Dataset records
■ ■ ■ ■ ■ ■ ■
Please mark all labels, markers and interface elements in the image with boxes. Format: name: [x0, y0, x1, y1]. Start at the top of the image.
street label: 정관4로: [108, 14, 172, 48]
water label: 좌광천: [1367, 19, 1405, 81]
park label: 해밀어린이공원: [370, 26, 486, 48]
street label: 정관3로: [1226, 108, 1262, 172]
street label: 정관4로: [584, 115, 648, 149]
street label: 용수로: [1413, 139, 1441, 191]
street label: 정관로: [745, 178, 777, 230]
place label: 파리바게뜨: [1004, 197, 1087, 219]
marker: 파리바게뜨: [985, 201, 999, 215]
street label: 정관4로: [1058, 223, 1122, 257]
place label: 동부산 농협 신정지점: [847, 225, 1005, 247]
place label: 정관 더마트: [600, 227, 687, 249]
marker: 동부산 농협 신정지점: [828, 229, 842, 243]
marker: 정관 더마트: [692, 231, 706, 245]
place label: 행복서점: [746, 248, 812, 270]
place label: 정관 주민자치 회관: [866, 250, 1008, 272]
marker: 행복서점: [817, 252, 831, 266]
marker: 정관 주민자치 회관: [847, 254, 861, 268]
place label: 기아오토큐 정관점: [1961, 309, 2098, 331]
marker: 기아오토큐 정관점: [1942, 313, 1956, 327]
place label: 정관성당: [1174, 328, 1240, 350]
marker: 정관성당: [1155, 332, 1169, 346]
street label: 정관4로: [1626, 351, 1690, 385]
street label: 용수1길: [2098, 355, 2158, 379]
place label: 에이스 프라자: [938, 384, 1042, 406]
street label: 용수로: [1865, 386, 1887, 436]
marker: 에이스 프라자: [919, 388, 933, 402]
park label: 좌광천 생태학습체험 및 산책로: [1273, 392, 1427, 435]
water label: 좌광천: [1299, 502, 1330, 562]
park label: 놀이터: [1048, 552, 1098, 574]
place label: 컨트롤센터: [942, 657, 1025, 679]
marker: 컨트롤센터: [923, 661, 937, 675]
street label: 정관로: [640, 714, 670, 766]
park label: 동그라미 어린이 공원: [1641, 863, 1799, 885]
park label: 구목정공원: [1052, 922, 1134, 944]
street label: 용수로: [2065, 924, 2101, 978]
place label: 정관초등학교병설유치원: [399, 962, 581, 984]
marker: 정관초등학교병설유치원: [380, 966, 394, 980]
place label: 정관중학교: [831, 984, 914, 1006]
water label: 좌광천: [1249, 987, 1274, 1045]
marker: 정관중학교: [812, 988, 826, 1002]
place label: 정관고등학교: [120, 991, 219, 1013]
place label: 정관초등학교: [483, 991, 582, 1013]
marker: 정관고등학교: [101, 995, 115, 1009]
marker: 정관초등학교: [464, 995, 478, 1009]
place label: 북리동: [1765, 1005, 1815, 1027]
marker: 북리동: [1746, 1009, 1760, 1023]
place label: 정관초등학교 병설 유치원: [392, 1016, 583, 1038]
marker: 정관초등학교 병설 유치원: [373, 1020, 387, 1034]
■ ■ ■ ■ ■ ■ ■
The problem
Everything in the records above should be written out again exactly.

Written answer
Please mark all labels, markers and interface elements in the image with boxes. Format: name: [x0, y0, x1, y1]. Start at the top of the image.
street label: 정관4로: [108, 14, 172, 48]
water label: 좌광천: [1367, 19, 1405, 81]
park label: 해밀어린이공원: [370, 26, 486, 48]
street label: 정관3로: [1226, 108, 1262, 172]
street label: 정관4로: [584, 115, 648, 149]
street label: 용수로: [1413, 139, 1441, 191]
street label: 정관로: [745, 178, 777, 230]
place label: 파리바게뜨: [1004, 197, 1087, 219]
marker: 파리바게뜨: [985, 201, 999, 215]
street label: 정관4로: [1058, 223, 1122, 257]
place label: 동부산 농협 신정지점: [847, 225, 1005, 247]
place label: 정관 더마트: [600, 227, 687, 249]
marker: 동부산 농협 신정지점: [828, 229, 842, 243]
marker: 정관 더마트: [692, 231, 706, 245]
place label: 행복서점: [746, 248, 812, 270]
place label: 정관 주민자치 회관: [866, 250, 1008, 272]
marker: 행복서점: [817, 252, 831, 266]
marker: 정관 주민자치 회관: [847, 254, 861, 268]
place label: 기아오토큐 정관점: [1961, 309, 2098, 331]
marker: 기아오토큐 정관점: [1942, 313, 1956, 327]
place label: 정관성당: [1174, 328, 1240, 350]
marker: 정관성당: [1155, 332, 1169, 346]
street label: 정관4로: [1626, 351, 1690, 385]
street label: 용수1길: [2098, 355, 2158, 379]
place label: 에이스 프라자: [938, 384, 1042, 406]
street label: 용수로: [1865, 386, 1887, 436]
marker: 에이스 프라자: [919, 388, 933, 402]
park label: 좌광천 생태학습체험 및 산책로: [1273, 392, 1427, 435]
water label: 좌광천: [1299, 502, 1330, 562]
park label: 놀이터: [1048, 552, 1098, 574]
place label: 컨트롤센터: [942, 657, 1025, 679]
marker: 컨트롤센터: [923, 661, 937, 675]
street label: 정관로: [640, 714, 670, 766]
park label: 동그라미 어린이 공원: [1641, 863, 1799, 885]
park label: 구목정공원: [1052, 922, 1134, 944]
street label: 용수로: [2065, 924, 2101, 978]
place label: 정관초등학교병설유치원: [399, 962, 581, 984]
marker: 정관초등학교병설유치원: [380, 966, 394, 980]
place label: 정관중학교: [831, 984, 914, 1006]
water label: 좌광천: [1249, 987, 1274, 1045]
marker: 정관중학교: [812, 988, 826, 1002]
place label: 정관고등학교: [120, 991, 219, 1013]
place label: 정관초등학교: [483, 991, 582, 1013]
marker: 정관고등학교: [101, 995, 115, 1009]
marker: 정관초등학교: [464, 995, 478, 1009]
place label: 북리동: [1765, 1005, 1815, 1027]
marker: 북리동: [1746, 1009, 1760, 1023]
place label: 정관초등학교 병설 유치원: [392, 1016, 583, 1038]
marker: 정관초등학교 병설 유치원: [373, 1020, 387, 1034]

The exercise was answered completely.